After last Saturday’s Birmingham and District League race at Leamington, watching the underfoot conditions deteriorate from grassland to mud and bog, Blog, I questioned how many of the thousand competitors ever bothered to do specialised training for championship cross country races where, inevitably, the ground turns into a quagmire. Try plough running Blog. At this time of year, the ploughed fields are just about perfect. Newly ploughed harrowed land with the winter wheat just poking through the top soil and the damp in the air means the mud clings tightly to your shoes and gets heavier and heavier and heavier with each step. EXCELLENT. Just what the coaches ordered.
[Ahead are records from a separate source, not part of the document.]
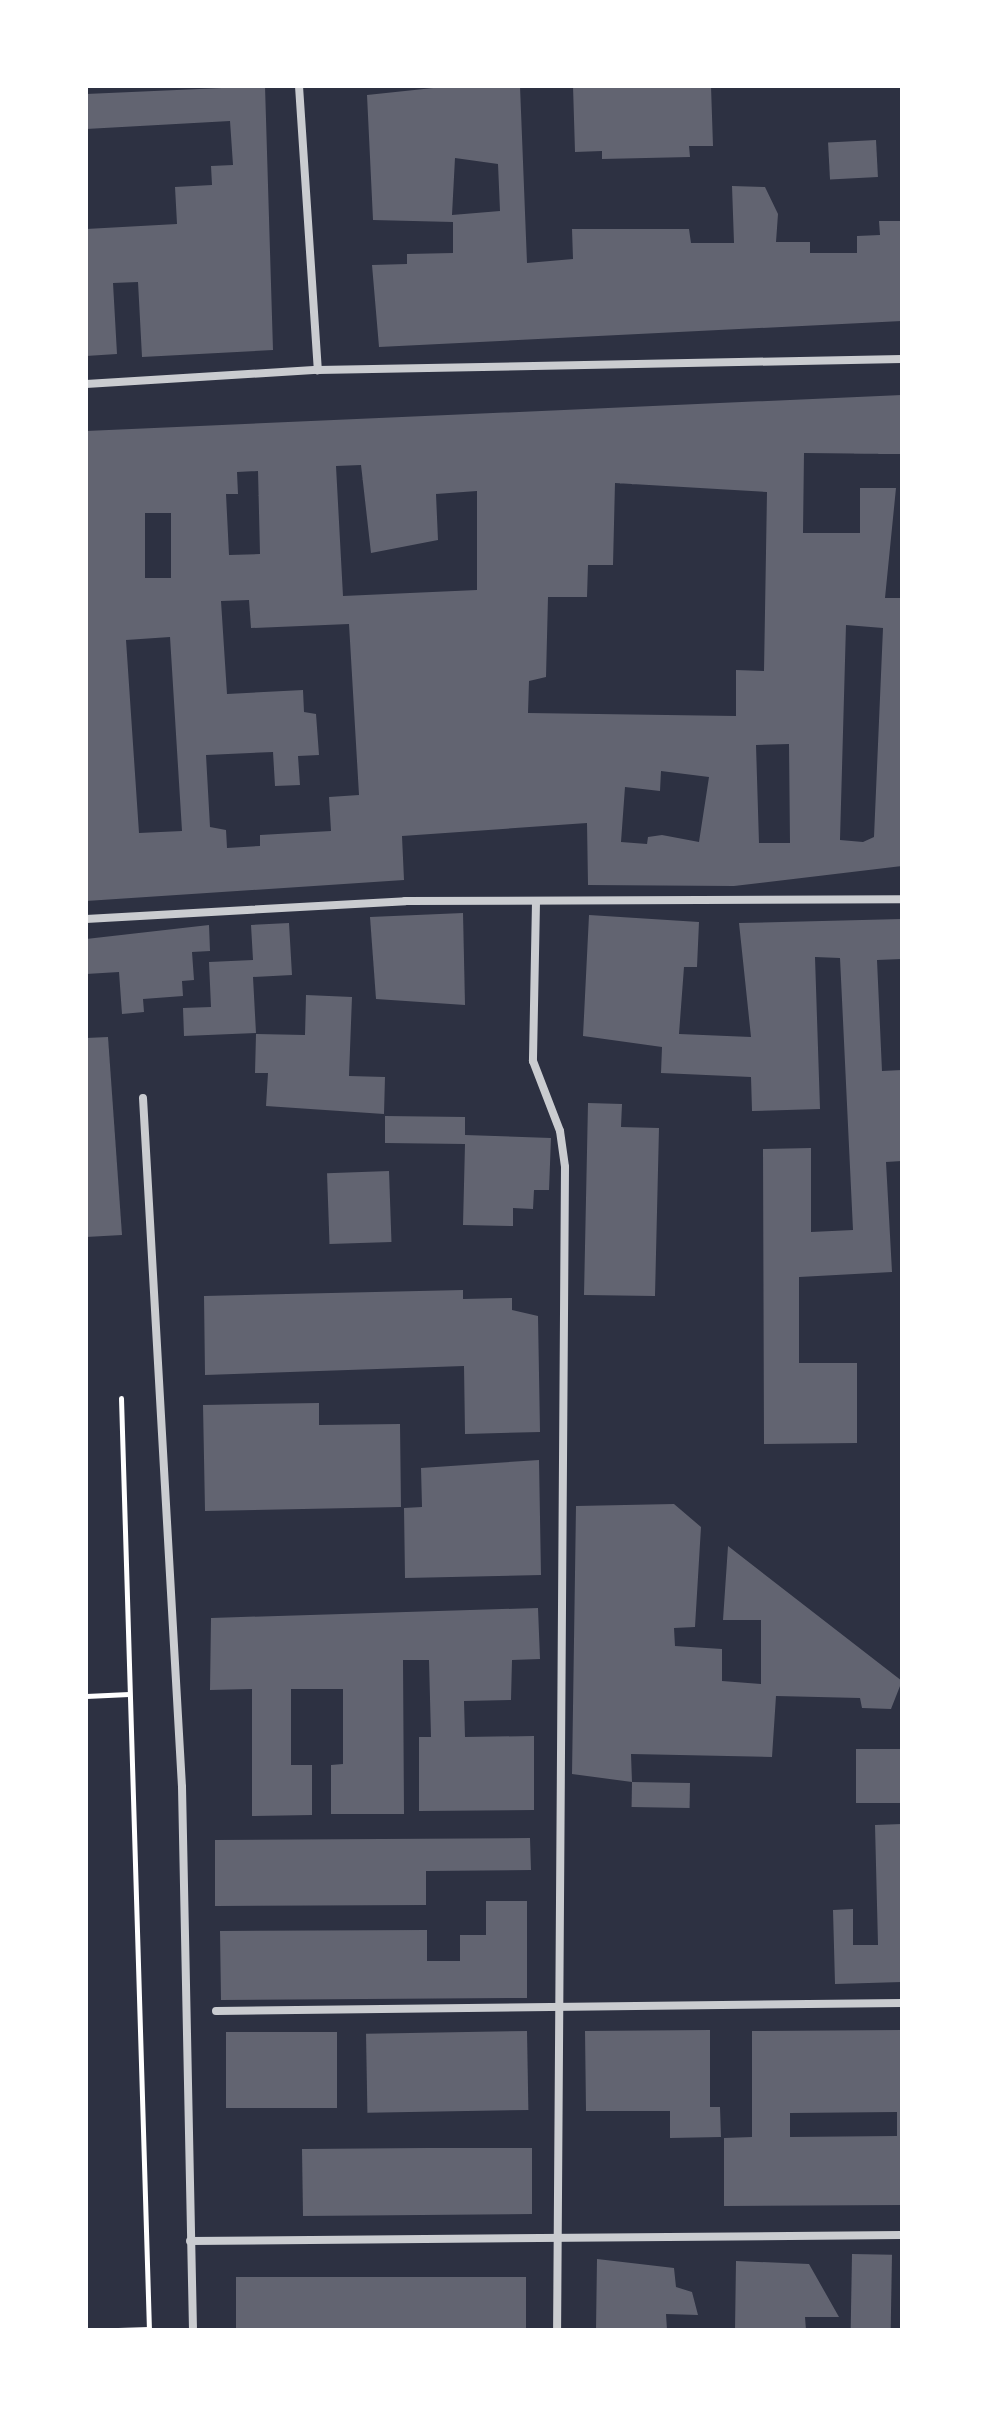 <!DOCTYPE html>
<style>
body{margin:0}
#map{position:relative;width:988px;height:2416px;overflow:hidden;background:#2d3142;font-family:Overpass,sans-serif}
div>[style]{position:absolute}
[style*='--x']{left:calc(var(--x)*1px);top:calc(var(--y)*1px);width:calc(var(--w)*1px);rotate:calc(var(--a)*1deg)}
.building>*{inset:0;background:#626471;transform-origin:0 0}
.path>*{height:5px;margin:-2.5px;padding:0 2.5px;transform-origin:2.5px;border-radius:2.5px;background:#fff}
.minor>*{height:8px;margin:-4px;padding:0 4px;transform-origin:4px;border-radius:4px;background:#caccd0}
span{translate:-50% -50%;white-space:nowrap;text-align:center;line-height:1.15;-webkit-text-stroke:8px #fff;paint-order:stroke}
.frame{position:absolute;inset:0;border:88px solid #fff;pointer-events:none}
</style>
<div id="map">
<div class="building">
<div style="clip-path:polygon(265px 86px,273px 350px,142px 357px,138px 282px,113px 283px,117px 354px,86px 356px,86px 229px,177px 224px,175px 187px,212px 185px,211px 166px,233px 165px,230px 121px,86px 129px,86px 94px)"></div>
<div style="clip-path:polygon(evenodd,452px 86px,520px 86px,527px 263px,573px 259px,572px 229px,689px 229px,691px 243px,734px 243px,732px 186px,765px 187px,778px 214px,776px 242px,810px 242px,810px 253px,857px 253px,857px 236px,880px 235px,879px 221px,902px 221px,902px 321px,379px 347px,372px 265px,407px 264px,407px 254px,453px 253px,453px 222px,373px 220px,367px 95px,452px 86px,455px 158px,498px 164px,500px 211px,452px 215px,455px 158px)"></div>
<div style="clip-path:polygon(573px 86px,711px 86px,713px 146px,689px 146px,690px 157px,602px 159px,602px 151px,575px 152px)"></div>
<div style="left:876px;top:140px;width:37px;height:48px;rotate:87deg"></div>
<div style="clip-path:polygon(evenodd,902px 395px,902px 454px,804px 453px,803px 533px,860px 533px,860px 488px,896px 488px,885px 598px,902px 598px,902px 866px,734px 886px,588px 885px,587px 823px,402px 836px,404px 880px,86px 901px,86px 431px,902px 395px,361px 465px,371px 553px,438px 540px,436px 494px,477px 491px,477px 590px,343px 596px,336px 466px,361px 465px,902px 395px,258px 471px,260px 554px,229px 555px,226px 494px,238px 494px,237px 472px,258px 471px,902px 395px,615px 483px,767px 492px,764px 671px,736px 670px,736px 716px,528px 713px,529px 681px,546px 677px,548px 597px,587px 597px,588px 565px,613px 565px,615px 483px,902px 395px,145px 513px,171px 513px,171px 578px,145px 578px,145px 513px,902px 395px,249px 600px,251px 628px,349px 624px,359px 795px,329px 797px,331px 831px,260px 835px,260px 846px,227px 848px,226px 830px,210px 827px,206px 755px,273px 752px,275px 786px,300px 785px,298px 756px,319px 755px,316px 714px,304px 712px,303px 690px,227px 694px,221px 601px,249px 600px,902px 395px,846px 625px,883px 628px,874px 837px,863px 842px,840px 840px,846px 625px,902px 395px,170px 637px,182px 831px,139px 833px,126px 640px,170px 637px,902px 395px,789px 744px,790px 843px,759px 843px,756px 745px,789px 744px,902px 395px,661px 771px,709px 777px,699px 842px,662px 835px,648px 837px,647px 844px,621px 842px,625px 787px,660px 791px,661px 771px)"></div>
<div style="clip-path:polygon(463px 913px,465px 1005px,376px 999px,370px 917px)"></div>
<div style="clip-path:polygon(589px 915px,699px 922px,697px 967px,684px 967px,679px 1034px,751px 1037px,739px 923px,902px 919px,902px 959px,877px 960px,882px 1071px,902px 1070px,902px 1161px,886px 1162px,892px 1272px,799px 1277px,799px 1363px,857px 1363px,857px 1443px,764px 1444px,763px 1149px,811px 1148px,811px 1232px,853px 1230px,840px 958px,815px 957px,820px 1109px,752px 1111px,751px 1077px,661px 1073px,662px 1047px,583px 1036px)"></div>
<div style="clip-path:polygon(289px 923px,292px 975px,253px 977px,256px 1033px,184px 1036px,183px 1008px,211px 1007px,209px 962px,253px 960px,251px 925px)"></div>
<div style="clip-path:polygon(209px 925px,210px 951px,192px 952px,194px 980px,182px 981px,183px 996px,143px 999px,144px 1012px,122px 1014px,119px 972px,86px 974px,86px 939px)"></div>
<div style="clip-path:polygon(306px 995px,352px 997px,349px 1076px,385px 1077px,384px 1114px,266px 1106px,268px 1073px,255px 1073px,256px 1034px,305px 1035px)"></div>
<div style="clip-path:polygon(108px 1037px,122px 1235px,86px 1237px,86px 1038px)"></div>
<div style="clip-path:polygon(588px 1103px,622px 1104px,621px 1127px,659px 1128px,655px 1296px,584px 1295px)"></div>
<div style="clip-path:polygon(385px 1116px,465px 1117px,465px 1135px,551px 1138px,549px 1190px,534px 1190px,533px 1209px,513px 1208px,513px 1226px,463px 1225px,465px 1144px,385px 1143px)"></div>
<div style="left:389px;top:1171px;width:71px;height:62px;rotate:88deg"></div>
<div style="clip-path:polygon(463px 1290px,463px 1299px,512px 1298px,512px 1310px,538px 1316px,540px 1432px,465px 1434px,464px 1366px,205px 1375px,204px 1296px)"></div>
<div style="clip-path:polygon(319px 1403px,319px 1425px,400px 1424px,401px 1507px,205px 1511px,203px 1405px)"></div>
<div style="clip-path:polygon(539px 1460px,541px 1575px,405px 1578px,404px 1508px,422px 1507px,421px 1468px)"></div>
<div style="clip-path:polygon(674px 1504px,701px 1527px,695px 1627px,674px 1628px,675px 1646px,722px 1649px,722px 1681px,761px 1684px,761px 1620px,723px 1620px,728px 1546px,902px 1681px,891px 1709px,862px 1708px,860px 1698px,776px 1696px,772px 1757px,631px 1754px,632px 1782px,572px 1774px,576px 1506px)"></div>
<div style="clip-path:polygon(538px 1608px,540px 1659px,512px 1660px,511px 1700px,464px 1701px,465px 1737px,534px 1736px,534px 1810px,419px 1811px,419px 1737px,431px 1737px,429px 1660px,403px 1660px,404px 1814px,331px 1814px,331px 1765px,343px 1764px,343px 1689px,291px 1689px,291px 1765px,312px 1765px,312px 1815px,252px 1816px,252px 1689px,210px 1690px,211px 1618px)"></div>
<div style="left:902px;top:1749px;width:54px;height:46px;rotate:90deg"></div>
<div style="left:632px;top:1782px;width:58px;height:25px;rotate:1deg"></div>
<div style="clip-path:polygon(902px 1824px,902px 1982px,835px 1984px,833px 1910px,853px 1909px,853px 1945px,878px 1945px,875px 1825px)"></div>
<div style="clip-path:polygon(530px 1838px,531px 1870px,426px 1871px,426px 1905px,215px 1906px,215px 1840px)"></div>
<div style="clip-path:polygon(486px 1901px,527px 1901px,527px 1998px,221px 2000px,220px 1931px,427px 1930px,427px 1961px,460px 1961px,460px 1935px,486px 1935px)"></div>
<div style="clip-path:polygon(710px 2030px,710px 2107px,720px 2107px,721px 2137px,670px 2138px,670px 2111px,586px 2111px,585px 2031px)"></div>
<div style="clip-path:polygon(evenodd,902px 2030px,902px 2205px,724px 2206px,724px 2138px,752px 2137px,752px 2031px,902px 2030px,897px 2112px,897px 2136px,790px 2137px,790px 2113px,897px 2112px)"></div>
<div style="left:527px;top:2031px;width:79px;height:161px;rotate:89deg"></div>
<div style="left:337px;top:2032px;width:76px;height:111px;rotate:90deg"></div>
<div style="clip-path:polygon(426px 2148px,532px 2148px,532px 2214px,303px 2216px,302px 2149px)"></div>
<div style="left:852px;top:2254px;width:40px;height:76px;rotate:1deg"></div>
<div style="clip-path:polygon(597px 2259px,674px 2268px,676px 2287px,692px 2292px,698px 2315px,666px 2314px,667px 2330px,596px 2330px)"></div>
<div style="clip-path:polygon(736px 2261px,809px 2264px,839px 2317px,805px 2317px,806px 2330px,735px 2330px)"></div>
<div style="left:526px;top:2277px;width:53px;height:290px;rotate:90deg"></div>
</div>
<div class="path">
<div style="--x:121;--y:1398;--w:932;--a:88.28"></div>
<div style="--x:86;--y:1696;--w:43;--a:-2.7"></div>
<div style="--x:118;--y:2330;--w:31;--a:-2"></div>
</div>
<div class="minor">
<div style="--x:299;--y:86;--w:285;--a:86.2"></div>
<div style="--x:86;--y:384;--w:232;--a:-3.5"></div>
<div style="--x:318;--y:370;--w:584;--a:-1.08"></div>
<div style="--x:536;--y:902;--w:159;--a:91.1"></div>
<div style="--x:533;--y:1061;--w:75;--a:68.9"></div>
<div style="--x:560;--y:1131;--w:36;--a:82"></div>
<div style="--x:565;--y:1167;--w:1163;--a:90.39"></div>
<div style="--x:86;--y:919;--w:320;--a:-3.2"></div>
<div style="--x:405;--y:901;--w:497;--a:-0.2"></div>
<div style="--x:143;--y:1098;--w:690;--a:86.76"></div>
<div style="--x:182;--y:1787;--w:543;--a:88.84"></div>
<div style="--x:216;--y:2011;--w:686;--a:-0.67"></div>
<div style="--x:190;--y:2241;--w:712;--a:-0.48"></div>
</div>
<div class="frame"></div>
</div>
Avoid the soft option of running on the country footpaths, run on the plough, round and round the fields. You may get lucky and break eight or nine minutes for each mile. Time doesn’t count. Time stands still and waits for this man. Running in ultra-slow motion. But regular sessions during the winter will pay ample dividends in the area and national championships next year!!! Remember you heard it first here Blog, and next month in the mags no doubt???
And just as I wrote in my last letter to you last week about arm use, it is just as important to consciously use those arms and exaggerate the leg lift on plough as it is in running up hills. You train and strain to race at pace as that well known caoch Phillip Hades once said after a night out in Athlens!!!!!!!!!!!!!!!!!!!
Have to stop now Blog … I can’t remember what I did with my scarf last February.